RECORDS FOR THE EXERCISE:

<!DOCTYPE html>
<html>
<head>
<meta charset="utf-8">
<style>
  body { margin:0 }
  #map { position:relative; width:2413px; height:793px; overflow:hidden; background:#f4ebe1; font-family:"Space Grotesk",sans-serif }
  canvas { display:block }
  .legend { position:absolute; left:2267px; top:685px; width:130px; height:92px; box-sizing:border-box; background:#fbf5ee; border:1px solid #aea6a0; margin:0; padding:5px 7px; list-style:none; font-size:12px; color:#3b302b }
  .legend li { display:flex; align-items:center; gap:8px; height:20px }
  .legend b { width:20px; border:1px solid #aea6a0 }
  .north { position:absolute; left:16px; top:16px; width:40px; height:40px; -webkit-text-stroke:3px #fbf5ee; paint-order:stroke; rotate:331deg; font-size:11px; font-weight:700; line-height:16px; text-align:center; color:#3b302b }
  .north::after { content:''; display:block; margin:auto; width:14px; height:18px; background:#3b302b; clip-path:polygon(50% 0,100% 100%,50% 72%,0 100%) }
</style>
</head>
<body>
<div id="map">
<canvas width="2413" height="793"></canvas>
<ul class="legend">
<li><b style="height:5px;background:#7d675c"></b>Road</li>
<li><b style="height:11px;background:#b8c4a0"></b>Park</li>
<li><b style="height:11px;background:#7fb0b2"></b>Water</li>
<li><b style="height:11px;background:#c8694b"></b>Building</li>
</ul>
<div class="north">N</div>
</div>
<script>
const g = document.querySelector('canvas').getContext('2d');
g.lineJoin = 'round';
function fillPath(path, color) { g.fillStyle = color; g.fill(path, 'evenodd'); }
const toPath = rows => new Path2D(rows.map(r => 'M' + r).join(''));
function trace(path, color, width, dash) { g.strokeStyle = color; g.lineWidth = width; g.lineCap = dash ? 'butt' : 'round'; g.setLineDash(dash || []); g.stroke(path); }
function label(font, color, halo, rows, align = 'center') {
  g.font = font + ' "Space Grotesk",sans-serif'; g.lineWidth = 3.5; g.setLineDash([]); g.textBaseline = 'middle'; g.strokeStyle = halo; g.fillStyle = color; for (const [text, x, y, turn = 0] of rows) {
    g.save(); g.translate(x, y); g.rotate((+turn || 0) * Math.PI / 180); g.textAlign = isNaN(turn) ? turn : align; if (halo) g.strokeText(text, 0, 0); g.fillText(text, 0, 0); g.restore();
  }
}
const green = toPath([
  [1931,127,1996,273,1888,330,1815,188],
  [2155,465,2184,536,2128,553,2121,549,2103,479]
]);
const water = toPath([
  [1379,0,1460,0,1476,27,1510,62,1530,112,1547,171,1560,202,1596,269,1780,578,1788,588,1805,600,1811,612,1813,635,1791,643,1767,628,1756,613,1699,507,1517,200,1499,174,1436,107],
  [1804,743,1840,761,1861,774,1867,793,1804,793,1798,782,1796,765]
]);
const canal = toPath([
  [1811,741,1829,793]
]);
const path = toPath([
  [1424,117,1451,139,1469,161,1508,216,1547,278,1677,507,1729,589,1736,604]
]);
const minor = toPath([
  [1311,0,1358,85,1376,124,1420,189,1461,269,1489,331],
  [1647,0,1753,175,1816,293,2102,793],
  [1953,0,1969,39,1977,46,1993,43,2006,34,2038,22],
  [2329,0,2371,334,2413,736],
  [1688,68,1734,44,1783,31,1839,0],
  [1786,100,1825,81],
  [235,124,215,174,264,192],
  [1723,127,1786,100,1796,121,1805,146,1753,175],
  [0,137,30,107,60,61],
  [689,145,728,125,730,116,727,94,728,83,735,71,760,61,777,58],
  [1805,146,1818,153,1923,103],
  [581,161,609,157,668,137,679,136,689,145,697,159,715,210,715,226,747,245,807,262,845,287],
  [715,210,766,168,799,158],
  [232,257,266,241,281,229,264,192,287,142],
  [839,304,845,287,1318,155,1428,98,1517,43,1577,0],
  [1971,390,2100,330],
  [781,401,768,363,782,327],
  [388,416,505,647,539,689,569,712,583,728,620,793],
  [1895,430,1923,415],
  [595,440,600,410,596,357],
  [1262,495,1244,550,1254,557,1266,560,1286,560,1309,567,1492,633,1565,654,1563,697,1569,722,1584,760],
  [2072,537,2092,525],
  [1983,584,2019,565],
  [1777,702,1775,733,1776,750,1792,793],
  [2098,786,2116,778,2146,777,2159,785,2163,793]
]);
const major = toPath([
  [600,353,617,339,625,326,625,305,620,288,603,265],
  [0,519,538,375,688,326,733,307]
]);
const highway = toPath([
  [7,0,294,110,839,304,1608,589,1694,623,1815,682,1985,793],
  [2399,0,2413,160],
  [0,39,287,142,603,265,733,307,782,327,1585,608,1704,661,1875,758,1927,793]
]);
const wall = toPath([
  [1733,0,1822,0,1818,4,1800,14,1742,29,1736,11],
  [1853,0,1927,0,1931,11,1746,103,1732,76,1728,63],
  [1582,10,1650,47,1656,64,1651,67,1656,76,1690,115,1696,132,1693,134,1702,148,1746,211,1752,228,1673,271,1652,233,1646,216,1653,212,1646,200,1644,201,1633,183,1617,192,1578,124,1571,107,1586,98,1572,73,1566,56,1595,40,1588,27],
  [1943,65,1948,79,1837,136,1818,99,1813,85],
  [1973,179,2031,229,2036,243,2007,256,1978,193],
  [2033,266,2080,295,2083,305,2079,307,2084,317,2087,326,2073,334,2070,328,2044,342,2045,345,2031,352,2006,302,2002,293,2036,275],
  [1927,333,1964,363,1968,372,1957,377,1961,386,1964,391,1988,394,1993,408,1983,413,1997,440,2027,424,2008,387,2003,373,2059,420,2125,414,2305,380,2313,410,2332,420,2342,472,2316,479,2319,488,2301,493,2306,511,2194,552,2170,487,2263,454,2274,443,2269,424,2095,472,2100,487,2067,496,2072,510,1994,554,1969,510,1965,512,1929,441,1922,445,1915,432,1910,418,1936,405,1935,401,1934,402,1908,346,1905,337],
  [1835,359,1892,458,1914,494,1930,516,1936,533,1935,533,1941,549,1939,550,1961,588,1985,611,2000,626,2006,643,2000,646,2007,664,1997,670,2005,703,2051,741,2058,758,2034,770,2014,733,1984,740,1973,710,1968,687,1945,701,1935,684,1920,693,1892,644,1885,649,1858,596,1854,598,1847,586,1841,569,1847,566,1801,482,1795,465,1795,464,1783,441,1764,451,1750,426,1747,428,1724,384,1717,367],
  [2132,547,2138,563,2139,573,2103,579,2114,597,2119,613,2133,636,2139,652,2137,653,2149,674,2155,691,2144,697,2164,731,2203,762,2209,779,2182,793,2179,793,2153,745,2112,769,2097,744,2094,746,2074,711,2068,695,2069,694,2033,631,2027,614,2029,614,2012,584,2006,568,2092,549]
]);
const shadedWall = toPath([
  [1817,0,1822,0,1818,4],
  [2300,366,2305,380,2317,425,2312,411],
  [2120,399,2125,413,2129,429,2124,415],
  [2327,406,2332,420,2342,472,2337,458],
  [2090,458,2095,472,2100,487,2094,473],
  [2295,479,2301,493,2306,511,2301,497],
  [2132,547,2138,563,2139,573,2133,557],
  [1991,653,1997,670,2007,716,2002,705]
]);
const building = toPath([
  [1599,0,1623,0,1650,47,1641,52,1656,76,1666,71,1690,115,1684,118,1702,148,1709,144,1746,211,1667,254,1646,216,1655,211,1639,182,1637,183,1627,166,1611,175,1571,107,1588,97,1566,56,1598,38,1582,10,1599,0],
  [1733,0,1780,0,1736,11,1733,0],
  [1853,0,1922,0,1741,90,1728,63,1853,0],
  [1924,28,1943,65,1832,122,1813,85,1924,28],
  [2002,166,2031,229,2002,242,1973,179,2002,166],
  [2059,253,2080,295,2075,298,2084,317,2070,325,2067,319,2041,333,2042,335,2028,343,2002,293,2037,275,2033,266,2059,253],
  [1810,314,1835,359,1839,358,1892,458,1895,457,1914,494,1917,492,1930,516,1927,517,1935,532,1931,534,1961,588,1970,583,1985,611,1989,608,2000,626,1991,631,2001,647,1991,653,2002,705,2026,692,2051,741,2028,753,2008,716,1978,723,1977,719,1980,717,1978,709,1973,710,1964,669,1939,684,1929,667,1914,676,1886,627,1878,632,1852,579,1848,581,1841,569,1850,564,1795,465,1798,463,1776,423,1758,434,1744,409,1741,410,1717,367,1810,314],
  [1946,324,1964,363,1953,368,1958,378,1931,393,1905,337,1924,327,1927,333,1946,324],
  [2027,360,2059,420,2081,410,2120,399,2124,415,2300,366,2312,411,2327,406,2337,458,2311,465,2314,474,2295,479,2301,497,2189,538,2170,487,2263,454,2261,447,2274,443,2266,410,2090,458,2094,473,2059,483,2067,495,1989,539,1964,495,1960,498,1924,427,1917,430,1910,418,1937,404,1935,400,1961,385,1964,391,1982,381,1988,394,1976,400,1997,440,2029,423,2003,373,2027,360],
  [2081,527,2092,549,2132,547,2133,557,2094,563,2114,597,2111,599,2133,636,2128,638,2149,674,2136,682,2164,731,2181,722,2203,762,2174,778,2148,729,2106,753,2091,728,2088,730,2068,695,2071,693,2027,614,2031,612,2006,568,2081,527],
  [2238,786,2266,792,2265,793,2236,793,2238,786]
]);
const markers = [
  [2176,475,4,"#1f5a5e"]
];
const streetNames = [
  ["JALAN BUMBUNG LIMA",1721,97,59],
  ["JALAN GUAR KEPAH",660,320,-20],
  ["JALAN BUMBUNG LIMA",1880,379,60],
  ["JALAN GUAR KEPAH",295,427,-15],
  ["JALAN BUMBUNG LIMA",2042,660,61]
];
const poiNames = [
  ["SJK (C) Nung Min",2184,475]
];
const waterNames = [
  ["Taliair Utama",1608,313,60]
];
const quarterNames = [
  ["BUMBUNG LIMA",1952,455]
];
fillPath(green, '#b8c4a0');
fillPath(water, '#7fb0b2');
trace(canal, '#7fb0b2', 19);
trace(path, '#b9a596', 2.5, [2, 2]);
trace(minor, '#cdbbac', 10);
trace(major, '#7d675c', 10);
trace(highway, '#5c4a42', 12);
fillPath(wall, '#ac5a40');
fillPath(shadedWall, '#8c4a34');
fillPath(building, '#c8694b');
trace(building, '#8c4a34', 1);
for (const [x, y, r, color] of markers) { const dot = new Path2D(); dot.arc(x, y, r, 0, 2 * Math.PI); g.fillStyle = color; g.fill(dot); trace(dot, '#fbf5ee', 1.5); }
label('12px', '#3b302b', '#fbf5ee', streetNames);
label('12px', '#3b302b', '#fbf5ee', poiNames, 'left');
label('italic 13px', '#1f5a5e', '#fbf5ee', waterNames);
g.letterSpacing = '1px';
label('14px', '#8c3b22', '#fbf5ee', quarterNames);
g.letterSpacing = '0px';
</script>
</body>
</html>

PROBLEM TO WORK ON: Scan the records above for the string "setLineDash", then copy each line where it turns up.

REPLY TO THE EXERCISE:
function trace(path, color, width, dash) { g.strokeStyle = color; g.lineWidth = width; g.lineCap = dash ? 'butt' : 'round'; g.setLineDash(dash || []); g.stroke(path); }
  g.font = font + ' "Space Grotesk",sans-serif'; g.lineWidth = 3.5; g.setLineDash([]); g.textBaseline = 'middle'; g.strokeStyle = halo; g.fillStyle = color; for (const [text, x, y, turn = 0] of rows) {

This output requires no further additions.